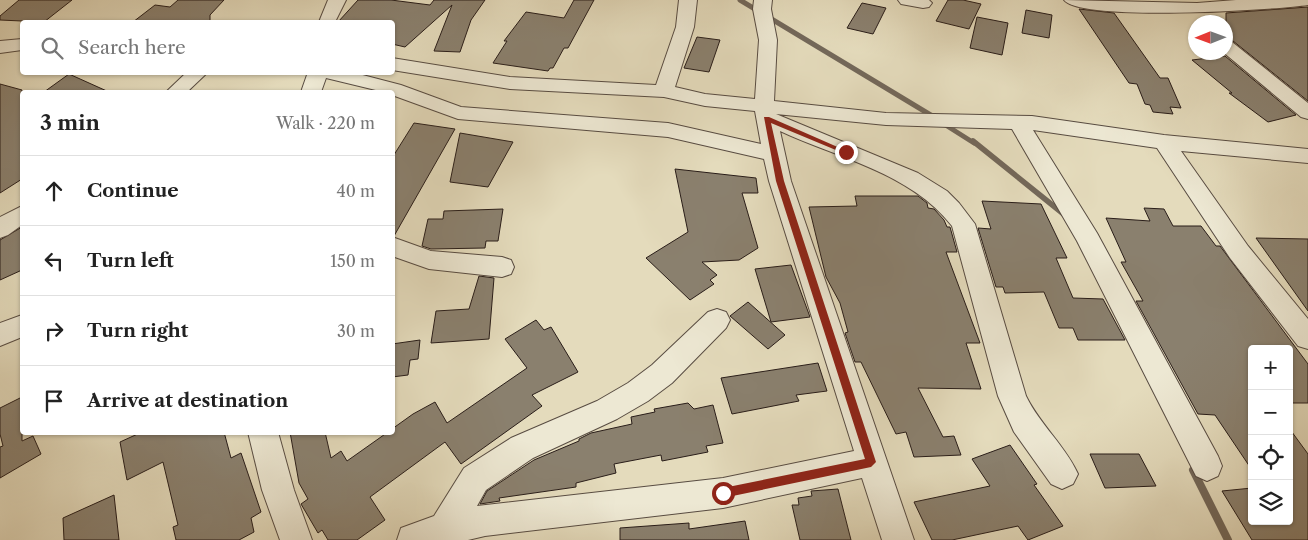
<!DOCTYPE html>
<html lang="en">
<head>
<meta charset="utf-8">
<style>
  :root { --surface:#fff; --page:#f2f2f2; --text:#222; --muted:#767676; --line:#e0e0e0 }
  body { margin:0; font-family:"Libre Caslon Text",serif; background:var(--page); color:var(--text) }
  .controls { position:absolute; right:15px; bottom:15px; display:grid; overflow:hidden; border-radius:5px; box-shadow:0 1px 4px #0004 }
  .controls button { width:45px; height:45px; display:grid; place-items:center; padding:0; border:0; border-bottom:1px solid var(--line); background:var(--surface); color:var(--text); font:25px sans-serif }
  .compass { position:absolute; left:1188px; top:15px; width:45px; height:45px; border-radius:50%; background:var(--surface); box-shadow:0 1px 4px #0004; rotate:269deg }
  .stop { position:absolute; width:15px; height:15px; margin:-11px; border:4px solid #8f2418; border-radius:50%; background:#fff }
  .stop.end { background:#8f2418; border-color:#fff; box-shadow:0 1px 5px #0008 }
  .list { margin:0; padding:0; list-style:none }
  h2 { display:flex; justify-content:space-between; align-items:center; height:65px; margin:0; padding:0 20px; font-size:21px }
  h2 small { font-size:16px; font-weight:400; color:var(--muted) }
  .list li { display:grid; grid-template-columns:32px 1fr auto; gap:15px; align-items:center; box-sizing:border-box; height:70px; padding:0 20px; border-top:1px solid var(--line) }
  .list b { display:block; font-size:19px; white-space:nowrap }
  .list em { font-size:16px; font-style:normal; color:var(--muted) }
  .icon { flex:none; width:28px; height:28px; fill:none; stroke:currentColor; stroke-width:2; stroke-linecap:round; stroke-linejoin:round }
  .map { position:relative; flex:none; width:1308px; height:540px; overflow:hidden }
  .search { position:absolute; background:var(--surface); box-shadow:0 1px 4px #0004; left:20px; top:20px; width:375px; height:55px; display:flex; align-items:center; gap:12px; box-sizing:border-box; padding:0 18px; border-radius:5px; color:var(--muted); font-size:19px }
  .panel { position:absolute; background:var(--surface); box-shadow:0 1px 4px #0004; left:20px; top:90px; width:375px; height:345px; border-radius:5px }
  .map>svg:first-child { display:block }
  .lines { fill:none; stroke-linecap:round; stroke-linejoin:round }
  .stream-far2 { stroke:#73685a; stroke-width:5 }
  .stream-far1 { stroke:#73685a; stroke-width:5.5 }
  .stream { stroke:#73685a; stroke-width:8 }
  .building { fill:#8a806e; stroke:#291d19 }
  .minor-casing { stroke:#584c42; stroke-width:2 }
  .minor { fill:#ede8d3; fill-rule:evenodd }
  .route { fill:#8f2418 }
</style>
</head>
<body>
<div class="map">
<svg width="1308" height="540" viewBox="0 0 1308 540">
  <rect width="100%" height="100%" fill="#e4dbbc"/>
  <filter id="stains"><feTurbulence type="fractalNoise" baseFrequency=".004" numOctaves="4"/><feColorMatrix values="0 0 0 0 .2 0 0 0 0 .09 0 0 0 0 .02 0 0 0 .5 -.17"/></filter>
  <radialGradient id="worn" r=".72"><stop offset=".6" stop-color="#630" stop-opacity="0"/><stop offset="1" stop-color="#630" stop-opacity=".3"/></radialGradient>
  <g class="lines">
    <g class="stream-far2">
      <polyline points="740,0 934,117"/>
      <polyline points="944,124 974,143"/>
    </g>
    <polyline class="stream-far1" points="973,141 1066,216"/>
    <polyline class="stream" points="1193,470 1228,540"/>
  </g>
  <g class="building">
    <polygon points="19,0 72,0 44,22 0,20 0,16"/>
    <polygon points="178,0 224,0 210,15 210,22 133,22 155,5 170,7"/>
    <polygon points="358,0 391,0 430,5 434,0 485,0 471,20 460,52 434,51 452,5 405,47 392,44 392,22 338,22"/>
    <polygon points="574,0 594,0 568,48 564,48 553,68 550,68 548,71 493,63 507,41 504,41 526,12 564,18"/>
    <polygon points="948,0 963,0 981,4 969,29 936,21"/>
    <polygon points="862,3 886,8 873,34 847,28"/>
    <polygon points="1308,7 1308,101 1233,41 1226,38 1226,13"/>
    <polygon points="1079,9 1114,13 1160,78 1168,78 1181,108 1170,107 1173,114 1153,112 1150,105 1145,104 1137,84 1129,83"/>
    <polygon points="1026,10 1052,15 1049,38 1022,33"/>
    <polygon points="977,17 1008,23 1002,55 970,48"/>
    <polygon points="697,37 720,40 709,72 684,68"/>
    <polygon points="1225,56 1296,115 1268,122 1229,93 1232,93 1192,60"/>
    <polygon points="69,74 109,92 44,92"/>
    <polygon points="0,84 22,90 22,179 0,193"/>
    <polygon points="414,123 455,129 394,236 392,158"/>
    <polygon points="460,133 513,142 488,187 450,182"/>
    <polygon points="675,169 756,178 758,193 742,193 758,248 739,260 702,262 717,275 710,280 714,284 690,300 646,258 688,232"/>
    <polygon points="855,196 918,196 927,203 928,208 934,209 944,220 947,227 950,227 957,252 946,252 980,343 966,343 981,389 918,388 943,437 954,436 961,455 914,457 906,432 896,434 861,362 855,362 845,333 848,332 840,303 826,277 809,207 857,206"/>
    <polygon points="982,201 1041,204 1067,258 1056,258 1073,298 1103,299 1125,340 1078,340 1073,328 1059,328 1044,292 1005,293 1003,287 996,287 978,228 991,229"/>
    <polygon points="1144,208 1164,209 1173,226 1201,226 1216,246 1220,246 1308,364 1308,403 1289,403 1289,349 1252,349 1252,470 1215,415 1198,414 1136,301 1143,301 1121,262 1126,262 1106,218 1150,221"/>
    <polygon points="503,209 498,241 486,241 485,248 431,249 422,246 428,219 443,219 444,211"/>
    <polygon points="22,227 22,270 0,280 0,240"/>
    <polygon points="1256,238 1308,239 1308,311"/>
    <polygon points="791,265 810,317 771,322 755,269"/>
    <polygon points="479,276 494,278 489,339 431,343 436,311 469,309"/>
    <polygon points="748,302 785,335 768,349 730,316"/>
    <polygon points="536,320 544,330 551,327 578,372 532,395 542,406 461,464 445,442 370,497 385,520 357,540 328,540 322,530 318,533 301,504 308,499 299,483 290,432 325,432 331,458 341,451 347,461 388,432 392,432 392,429 413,414 435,402 447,423 527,368 505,339"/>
    <polygon points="420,340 418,359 410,360 408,375 392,377 392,344"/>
    <polygon points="818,363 827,391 796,395 799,401 732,414 721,378"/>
    <polygon points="22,397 22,441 33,436 41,454 0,478 0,447 3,446 0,434 0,408"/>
    <polygon points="688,403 694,409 713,405 723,443 706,446 708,452 662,461 661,455 614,464 616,473 576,483 576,487 499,498 500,501 480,504 487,491 534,460 579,441 579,439 591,433 632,424 631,417 655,412 654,409"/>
    <polygon points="1289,428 1308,454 1308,540 1252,540 1222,491 1252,488 1252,521 1289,521"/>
    <polygon points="142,432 224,432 231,458 241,453 261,512 251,518 254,532 239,540 176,540 173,527 178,525 163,462 127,480 120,442"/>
    <polygon points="1010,445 1037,484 1034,485 1063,526 1028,540 1018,526 952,540 932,540 914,502 990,486 972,459"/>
    <polygon points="1090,454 1139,454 1156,486 1105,488"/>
    <polygon points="838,489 851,540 800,540 792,505 799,505 798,498 812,496 811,491"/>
    <polygon points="114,495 119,540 64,540 63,518"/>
    <polygon points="745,521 749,540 620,540 620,528 689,523 689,529"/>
  </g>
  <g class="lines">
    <defs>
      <g id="minor">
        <polygon points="328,0 346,0 335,22 319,22"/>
        <path d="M679,0H697L694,27L675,87L705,94L755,99L759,40L753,9L754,0H772L771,9L777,40L774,101L886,113L1032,116L1164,135L1308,149V163L1181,151L1248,246L1308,319V349L1298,346L1230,258L1157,148L1033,130L1097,233L1218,456L1222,466L1218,476L1207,481L1196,476L1077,241L1012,129L886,125L776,114L918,173L947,191L959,203L975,224L1026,396C1040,425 1065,445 1078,474L1073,484L1062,489L1051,484L1014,432L998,396L952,226C911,173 838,158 780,131L791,181L914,540H882L862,478L723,508L485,536L468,540H397L401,528L434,516L464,468L511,438L597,401L628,383L652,365L708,312L717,309L726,312L730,320L726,328L672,383L648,401L617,419L533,458L486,490L477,506L723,478L854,451L769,181L764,159L668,137L458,119L392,95V92H384L326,78L321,92H301L308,72H351L401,85L461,107L668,123L761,144L755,111L705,106L664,97L510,89L392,70V58L510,77L656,85L676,27Z"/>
        <polygon points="898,0 929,0 932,3 929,7 923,8 901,4"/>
        <path d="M1064,0L1197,3L1236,0H1308V5C1275,10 1080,22 1064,0Z"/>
        <polygon points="22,39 22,50 0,53 0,41"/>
        <polygon points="1226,40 1232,42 1308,103 1308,119 1301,117 1223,52 1226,52"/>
        <polygon points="187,72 208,72 187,92 166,92"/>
        <polygon points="22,206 22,225 8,235 0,238 0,217"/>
        <polygon points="392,237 431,251 502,257 511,260 514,267 511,274 502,277 429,269 392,256"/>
        <polygon points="22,315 22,337 0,346 0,323"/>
        <polygon points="248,432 278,432 294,490 312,540 280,540 262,490"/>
      </g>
    </defs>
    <use href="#minor" class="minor-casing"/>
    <use href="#minor" class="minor"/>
  </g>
  <polygon class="route" points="764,117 769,117 849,152 843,153 771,123 784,181 876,462 871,467 723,498 718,493 723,488 865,459 776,181"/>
  <rect width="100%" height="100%" filter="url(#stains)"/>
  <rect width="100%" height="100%" fill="url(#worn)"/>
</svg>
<div class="controls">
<button>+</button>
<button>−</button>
<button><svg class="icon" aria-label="locate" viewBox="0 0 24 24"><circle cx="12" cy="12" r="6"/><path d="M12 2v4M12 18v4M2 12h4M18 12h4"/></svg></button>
<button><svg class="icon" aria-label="layers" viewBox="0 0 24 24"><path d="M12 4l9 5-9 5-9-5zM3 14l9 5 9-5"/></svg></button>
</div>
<svg class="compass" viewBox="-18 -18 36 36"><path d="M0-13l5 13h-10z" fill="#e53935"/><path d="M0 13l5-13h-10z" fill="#767676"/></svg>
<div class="stop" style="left:723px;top:493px"></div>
<div class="stop end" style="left:846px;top:152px"></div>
<div class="search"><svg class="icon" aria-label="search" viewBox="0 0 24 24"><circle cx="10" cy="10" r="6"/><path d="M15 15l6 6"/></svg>Search here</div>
<section class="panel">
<h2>3 min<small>Walk · 220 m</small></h2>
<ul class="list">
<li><svg class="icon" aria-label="ahead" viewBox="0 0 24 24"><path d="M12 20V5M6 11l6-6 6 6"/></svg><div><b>Continue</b></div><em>40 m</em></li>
<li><svg class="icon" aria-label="left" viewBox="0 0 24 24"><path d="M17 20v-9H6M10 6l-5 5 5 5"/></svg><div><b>Turn left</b></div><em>150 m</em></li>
<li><svg class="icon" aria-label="right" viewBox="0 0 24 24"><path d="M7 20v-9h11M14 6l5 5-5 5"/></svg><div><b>Turn right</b></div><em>30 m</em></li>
<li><svg class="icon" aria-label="arrive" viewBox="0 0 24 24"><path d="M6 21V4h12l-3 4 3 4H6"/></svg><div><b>Arrive at destination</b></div></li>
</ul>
</section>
</div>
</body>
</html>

◆ Exercise objective ◆
From the first line above to the line containing "position:absolute; right:15px; bottom:15px;", repeat each line exactly. Pictures stay out.

◆ Response below ◆
<!DOCTYPE html>
<html lang="en">
<head>
<meta charset="utf-8">
<style>
  :root { --surface:#fff; --page:#f2f2f2; --text:#222; --muted:#767676; --line:#e0e0e0 }
  body { margin:0; font-family:"Libre Caslon Text",serif; background:var(--page); color:var(--text) }
  .controls { position:absolute; right:15px; bottom:15px; display:grid; overflow:hidden; border-radius:5px; box-shadow:0 1px 4px #0004 }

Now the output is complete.